Fumar e-cigarros mata as células da boca: estudo

O vapor do cigarro eletrônico foi bombeado para a câmara a uma taxa de duas 'inalações' de cinco segundos por minuto, durante 15 minutos por dia.

cigarro, cigarro eletrônico, cigarro eletrônico, cigarro eletrônico, tabagismo, efeitos do cigarro eletrônico, efeitos do tabagismo eletrônico, efeitos do fumo eletrônico, notícias de saúdePara simular o que acontece na boca de uma pessoa durante a vaporização, os pesquisadores colocaram células epiteliais em uma pequena câmara contendo um líquido semelhante à saliva. (Foto Representacional)

Os vapores do cigarro eletrônico podem matar um grande número de células da boca, aumentando o risco de infecção, inflamação de doenças gengivais e até mesmo câncer, alertou um novo estudo. Os pesquisadores descobriram que a exposição das células epiteliais gengivais ao vapor do cigarro eletrônico em laboratório faz com que morram em poucos dias.

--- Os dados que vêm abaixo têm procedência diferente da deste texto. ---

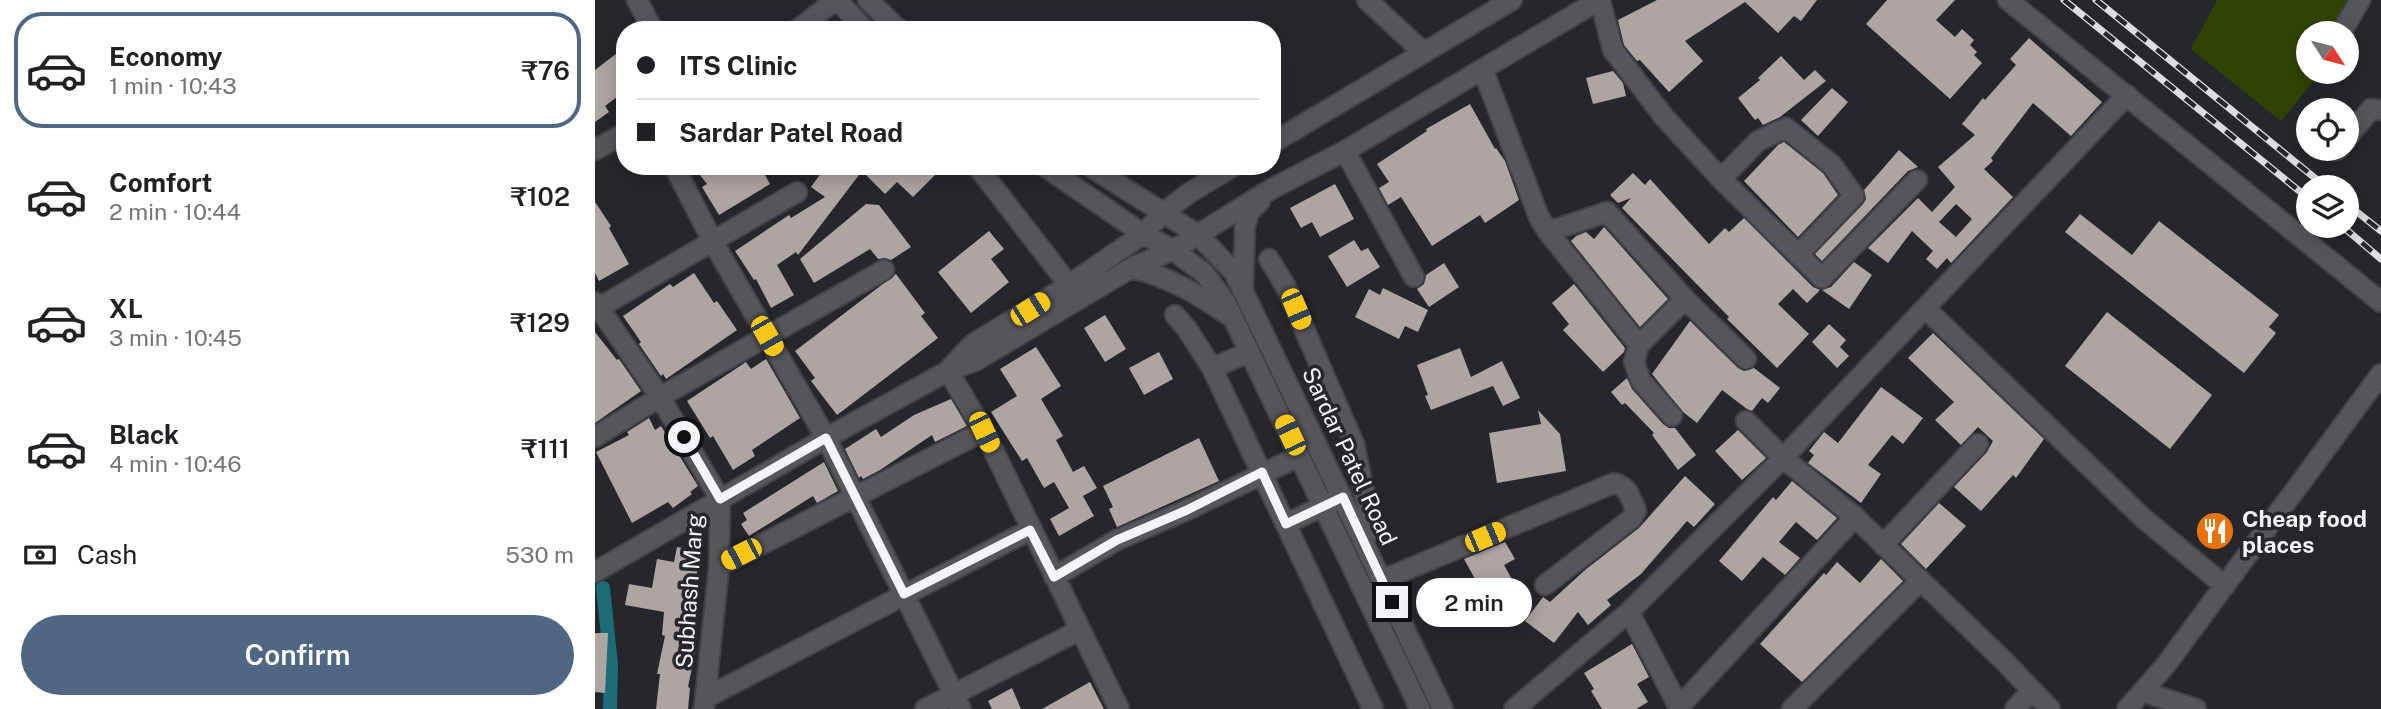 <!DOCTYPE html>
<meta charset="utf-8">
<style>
body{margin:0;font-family:"Public Sans",sans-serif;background:#f6f6f6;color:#202124;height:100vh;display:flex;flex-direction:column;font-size:26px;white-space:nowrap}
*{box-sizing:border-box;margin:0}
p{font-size:23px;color:#757577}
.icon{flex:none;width:38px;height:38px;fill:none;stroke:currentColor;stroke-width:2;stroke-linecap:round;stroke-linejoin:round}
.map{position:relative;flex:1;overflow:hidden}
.details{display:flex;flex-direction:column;background:#fff;width:595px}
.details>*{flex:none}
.top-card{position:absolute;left:21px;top:21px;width:665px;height:154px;border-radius:28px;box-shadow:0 4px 18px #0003;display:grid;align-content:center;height:154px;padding:0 21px;background:#fff}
.needle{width:46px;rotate:126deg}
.tools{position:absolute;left:1701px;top:21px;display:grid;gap:14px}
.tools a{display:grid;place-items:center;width:63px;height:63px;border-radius:50%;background:#fff;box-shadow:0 4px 18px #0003;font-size:35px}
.end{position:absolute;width:32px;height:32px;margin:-16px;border:9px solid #f3f3f8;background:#111;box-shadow:0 0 0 4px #111}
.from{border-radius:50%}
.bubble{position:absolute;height:49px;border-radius:24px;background:#fff;box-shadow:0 4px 18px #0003;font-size:23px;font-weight:600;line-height:49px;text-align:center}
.car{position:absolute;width:21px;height:42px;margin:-21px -10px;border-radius:9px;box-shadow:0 0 5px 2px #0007;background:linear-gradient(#f5c518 24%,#345 0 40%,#f5c518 0 76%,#345 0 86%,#f5c518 0)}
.top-card b{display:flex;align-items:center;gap:24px;height:66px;font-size:26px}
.top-card b+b{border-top:2px solid #e0e0e0}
.top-card i{width:18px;height:18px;background:#202124}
ul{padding:12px 0 0;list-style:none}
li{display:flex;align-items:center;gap:21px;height:116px;margin:0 14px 10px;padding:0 7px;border:4px solid transparent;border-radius:28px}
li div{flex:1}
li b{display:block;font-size:26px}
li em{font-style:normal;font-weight:600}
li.selected{border-color:#4f6685}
li>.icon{width:63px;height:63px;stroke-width:1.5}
.pay{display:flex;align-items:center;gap:18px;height:77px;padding:0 21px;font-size:26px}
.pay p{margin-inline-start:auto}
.action{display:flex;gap:14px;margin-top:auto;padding:14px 21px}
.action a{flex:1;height:80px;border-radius:42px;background:#4f6685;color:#fff;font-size:28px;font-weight:600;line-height:80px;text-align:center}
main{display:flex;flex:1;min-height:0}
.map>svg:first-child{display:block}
</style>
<main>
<section class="details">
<ul>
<li class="selected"><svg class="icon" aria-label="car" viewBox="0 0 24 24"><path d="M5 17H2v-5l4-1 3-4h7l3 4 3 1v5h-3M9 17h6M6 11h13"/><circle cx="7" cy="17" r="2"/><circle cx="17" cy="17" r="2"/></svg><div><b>Economy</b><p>1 min · 10:43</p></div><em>₹76</em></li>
<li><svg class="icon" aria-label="car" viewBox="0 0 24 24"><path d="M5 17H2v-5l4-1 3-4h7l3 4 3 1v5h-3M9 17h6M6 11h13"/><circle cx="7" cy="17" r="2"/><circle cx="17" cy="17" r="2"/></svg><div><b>Comfort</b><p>2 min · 10:44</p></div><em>₹102</em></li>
<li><svg class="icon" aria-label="car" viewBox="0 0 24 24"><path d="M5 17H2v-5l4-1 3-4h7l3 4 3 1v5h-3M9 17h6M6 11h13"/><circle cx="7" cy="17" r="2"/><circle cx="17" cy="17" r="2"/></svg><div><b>XL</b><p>3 min · 10:45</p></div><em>₹129</em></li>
<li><svg class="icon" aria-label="car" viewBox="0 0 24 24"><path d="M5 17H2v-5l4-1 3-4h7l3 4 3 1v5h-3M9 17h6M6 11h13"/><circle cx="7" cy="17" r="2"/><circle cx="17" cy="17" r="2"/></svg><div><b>Black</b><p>4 min · 10:46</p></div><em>₹111</em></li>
</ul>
<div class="pay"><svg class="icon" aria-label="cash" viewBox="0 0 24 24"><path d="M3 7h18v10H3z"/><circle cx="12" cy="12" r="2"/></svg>Cash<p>530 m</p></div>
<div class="action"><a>Confirm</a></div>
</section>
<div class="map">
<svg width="1786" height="709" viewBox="0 0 1786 709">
<rect width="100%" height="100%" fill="#26272d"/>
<path fill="#314303" d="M1622,0H1768L1748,33H1713V72H1726L1686,121L1596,49Z"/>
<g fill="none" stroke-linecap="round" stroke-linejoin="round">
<path stroke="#1c6c77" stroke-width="14" d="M8,588L16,665L15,709"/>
</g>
<path fill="#ada5a1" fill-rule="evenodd" d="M1062,0H1222L1206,21L1199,16L1183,33L1150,2L1090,41L1108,61L1074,92L1045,60L1042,61L1029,45L1023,20Z
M1292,0H1360L1341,20L1360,37L1367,29L1379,40L1375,45L1382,52L1379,55L1387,63L1355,99L1271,24Z
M1434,38L1507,102L1476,136L1438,103L1396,158L1398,161L1389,169L1418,197L1356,263L1352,258L1342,269L1331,259L1338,251L1317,231L1293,263L1273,248L1323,198L1337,212L1360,187L1343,167L1380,135L1367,124L1388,98L1390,100L1421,65L1415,59ZM1361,204L1377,219L1361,237L1344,222Z
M30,47V91L10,106L14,112L0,122V70Z
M1186,56L1209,80L1220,70L1231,81L1185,117L1168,125L1163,118L1160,120L1143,98L1165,80L1163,78Z
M1018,71L1028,83L1031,96L998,104L991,78Z
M1237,88L1253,102L1223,136L1206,120Z
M875,104L900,149L901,148L910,161L924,200L890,223L885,215L837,246L806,197L793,205L784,188L794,182L782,164L832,131L831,129Z
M1189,142L1228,173L1243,195L1203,237L1149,181L1183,145Z
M1304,150L1323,167L1313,171L1227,261L1220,254L1268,204L1271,199L1269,190Z
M98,166H165L175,184L124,215L107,187L112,184Z
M231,166H349L318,197L302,182L290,194L267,171L203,255L201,252L182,265L199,295L176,308L161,279L159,280L140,251L194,215L196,218L230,197L216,187Z
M1038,173L1050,185L1055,179L1114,244L1130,228L1134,232L1149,218L1218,287L1225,290L1212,303L1198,289L1183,304L1214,334L1182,368L1132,319L1134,317L1027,208L1036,198L1023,203L1015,195Z
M740,184L759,219L725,237L717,222L706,228L695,208Z
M0,202L16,226L14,228L34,264L4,281L0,273Z
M271,204L284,205L316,247L296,260L290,258L283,259L275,249L219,283L205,259Z
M1485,214L1537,255L1564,221L1684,315L1674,327L1681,333L1649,373L1470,232Z
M1009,227L1073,299L1045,327L976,241L981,236L991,232L999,239Z
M394,231L409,249L396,259L414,282L376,313L343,272Z
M759,240L766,251L773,248L785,267L752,287L733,256Z
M1259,262L1277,275L1254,309L1227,290L1236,287Z
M849,263L864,287L834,307L822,289L829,284L831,275Z
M99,273L119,303L122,301L142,330L71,379L68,374L66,376L44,344L46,342L28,316L75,284L78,287Z
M301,274L330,313L326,316L343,338L242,415L216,381L220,378L200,351Z
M979,284L1030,348L1029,352L1008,372L968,330L974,324L957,303Z
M788,288L833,310L823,332L810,326L804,339L760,317L774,289L785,295Z
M1512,312L1617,395L1575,449L1470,366Z
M510,315L531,349L510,362L489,328Z
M1095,321L1143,368L1149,371L1159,368L1185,388L1173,403L1167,398L1157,411L1152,409L1127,390L1102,423L1088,412L1057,374Z
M1234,324L1251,340L1245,347L1254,356L1242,368L1217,342Z
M0,332L22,360L24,359L46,391L0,423Z
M1338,333L1449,439L1421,478L1418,475L1386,511L1359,487L1392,452L1398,441L1383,427L1366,445L1340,420L1359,402L1313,358Z
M441,347L466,386L446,399L468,436L461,440L478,472L489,466L502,488L488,496L499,516L464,536L455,519L474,508L459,482L449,488L432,458L427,461L396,412L422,396L405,369Z
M865,348L876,377L907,361L925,398L908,406L898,386L836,410L830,396L833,395L822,365Z
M564,352L578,379L549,395L534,368Z
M171,359L205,418L157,450L160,456L138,470L118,436L115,438L92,401L151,362L156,369Z
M1032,378L1037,389L1068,424L1074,428H1080L1101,455L1083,470L1057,435L1059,433L1030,403L1027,405L1016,392Z
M1286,387L1328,418L1308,444L1297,435L1273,465L1286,474L1266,503L1213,463L1219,455L1214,451L1229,432L1243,443Z
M356,399L372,426L340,442L337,435L285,470L268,479L266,476L264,478L250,449L281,429L286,437L319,415Z
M943,410L965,434L971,471L902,483L894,433L946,424Z
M54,418L60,430L66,426L103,486L95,492L97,494L78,508L73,502L37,523L1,452L34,435L32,432Z
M1143,430L1171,458L1147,480L1120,451Z
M604,438L624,481L522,527L514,509L518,507L508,486Z
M229,462L243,491L222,503L218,496L154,536L146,524L152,520L148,513Z
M1090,476L1120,504L1099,527L1092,521L1046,574L1012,600L1016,605L993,625L983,612L959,643L930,621L948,597L955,602L990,570L1044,528Z
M1197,481L1242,518L1222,540L1201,522L1184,542L1205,558L1190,575L1168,557L1147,581L1124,561L1178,497L1181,500Z
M1344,503L1371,526L1331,569L1306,544Z
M910,542L920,559L909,565L924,592L910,600L912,604L898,612L869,559Z
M82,547L106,552L97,599H102L97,642L102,643L93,687L95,688L93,709H61L65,674H62L70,636L67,635L69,612L30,605L34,584L57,588L62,559L79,562Z
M1286,559L1308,581L1207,682L1165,644L1229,573L1231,575L1242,562L1265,583Z
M0,633H13L10,693L0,692Z
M1037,644L1054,677L1042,684L1053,702L1041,709H1007L996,691L999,689L989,673Z
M495,682L509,709H447Z
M417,688L426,709H397L393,701Z"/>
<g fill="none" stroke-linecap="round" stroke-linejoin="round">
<g stroke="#414247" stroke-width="23">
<path id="minor" d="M42,0L58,30
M242,0L270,30
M273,0L304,30
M772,0L828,52
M1005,0L1018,50L1069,117L1126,179L1227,278L1322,180
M1413,0L1786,302
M202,30L241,0
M1746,33L1765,0
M888,70L944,217L953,232L1044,345L1090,299
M1752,138L1776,109L1786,110
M677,143L917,0
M0,150L30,133
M1741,150L1743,149
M750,151L819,277
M79,166L118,242L231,438L366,709
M382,166L474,285
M449,166L548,234L578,250L609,273L631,303L825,709
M494,166L602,234L639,272L848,709
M1126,179L1163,141L1191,128L1237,165L1259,196L1203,255
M953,232L1012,212L1090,299L1151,359
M674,259L691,287L759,444L773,510L774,526L769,542
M536,268C573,276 604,295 635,316
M648,288L650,227L654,212L665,201
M0,302L65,397L125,499L124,566L109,709
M1330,308L1548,518L1630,586
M0,310L202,192
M580,315L592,329L617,368L778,709
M1044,345L1039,362L1046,381L1077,416
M356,367L378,344L474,285L548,234L568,213L594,193L639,166
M617,368L655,352
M353,371L389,431L524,709
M1151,421L1188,458L1260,517L1409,661L1455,709
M0,437L65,397L289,270
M691,524L740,500
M1288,545L1383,444
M124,566L389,431
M0,572L231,438L353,371L382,360L536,268L578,250L678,188L750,151L1004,0
M459,577L522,540L592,510L705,456
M787,580L1019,483C1033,486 1036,498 1041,511L1036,519L950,585
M1034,612L1085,709
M1549,692L1601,709
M110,698L435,530
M1084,707L1260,517
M330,709L485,630
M919,709L1034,612L1188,458L1532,95
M1197,709L1325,581
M1420,709L1437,690
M1532,709L1570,666L1786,374"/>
</g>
<use href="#minor" stroke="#55555c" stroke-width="19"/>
<g stroke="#dcdce1" stroke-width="7">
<path id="rail" d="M1469,0L1713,198
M1501,0L1731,187
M1752,204L1786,231
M1747,226L1786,259"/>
</g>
<use href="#rail" stroke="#26272d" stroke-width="4.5" stroke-dasharray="13" stroke-linecap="butt"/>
</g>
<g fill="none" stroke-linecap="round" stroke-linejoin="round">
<path stroke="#f3f3f8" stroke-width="9" d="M89,437L125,499L231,438L309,594L435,530L459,577L522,540L592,510L667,472L691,524L748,497L797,602"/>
</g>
<defs>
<g id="restaurant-disc" transform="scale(2.0125)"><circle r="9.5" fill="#e8710a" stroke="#26272d"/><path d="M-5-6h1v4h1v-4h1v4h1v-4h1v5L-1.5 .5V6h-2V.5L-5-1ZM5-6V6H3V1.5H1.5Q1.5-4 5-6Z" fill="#fff"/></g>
</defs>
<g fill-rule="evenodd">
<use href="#restaurant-disc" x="1620" y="531"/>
</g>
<g text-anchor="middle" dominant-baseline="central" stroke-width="7" stroke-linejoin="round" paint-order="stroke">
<g font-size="23" fill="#f3f3f8" stroke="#26272d">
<text transform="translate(755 456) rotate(65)">Sardar Patel Road</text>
<text transform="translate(94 591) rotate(-86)">Subhash Marg</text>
</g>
<g font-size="23" font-weight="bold" fill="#f3f3f8" stroke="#26272d" text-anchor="start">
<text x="1647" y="518">Cheap food<tspan x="1647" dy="26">places</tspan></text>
</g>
</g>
</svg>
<div class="tools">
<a><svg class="needle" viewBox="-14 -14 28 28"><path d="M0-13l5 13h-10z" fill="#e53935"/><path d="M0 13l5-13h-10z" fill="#757577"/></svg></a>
<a><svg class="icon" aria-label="locate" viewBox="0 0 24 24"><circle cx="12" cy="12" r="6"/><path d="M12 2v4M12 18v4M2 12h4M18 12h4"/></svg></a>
<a><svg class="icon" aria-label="layers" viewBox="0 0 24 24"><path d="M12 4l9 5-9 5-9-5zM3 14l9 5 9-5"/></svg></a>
</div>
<i class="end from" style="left:89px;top:437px"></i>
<i class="end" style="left:797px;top:602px"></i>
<div class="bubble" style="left:821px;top:578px;width:116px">2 min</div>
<i class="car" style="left:435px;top:309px;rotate:58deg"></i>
<i class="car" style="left:701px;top:309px;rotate:157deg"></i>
<i class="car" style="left:172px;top:336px;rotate:150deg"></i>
<i class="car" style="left:389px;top:432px;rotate:155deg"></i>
<i class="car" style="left:695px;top:435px;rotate:335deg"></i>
<i class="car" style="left:890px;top:537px;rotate:67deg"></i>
<i class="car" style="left:146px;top:554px;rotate:243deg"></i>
<div class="top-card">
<b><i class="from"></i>ITS Clinic</b>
<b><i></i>Sardar Patel Road</b>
</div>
</div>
</main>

O epitélio da boca é a primeira linha de defesa do corpo contra infecções microbianas. Este epitélio nos protege contra vários microorganismos que vivem em nossas bocas, disse Mahmoud Rouabhia, da Universite Laval, no Canadá. Para simular o que acontece na boca de uma pessoa durante a vaporização, os pesquisadores colocaram células epiteliais em uma pequena câmara contendo um líquido semelhante à saliva.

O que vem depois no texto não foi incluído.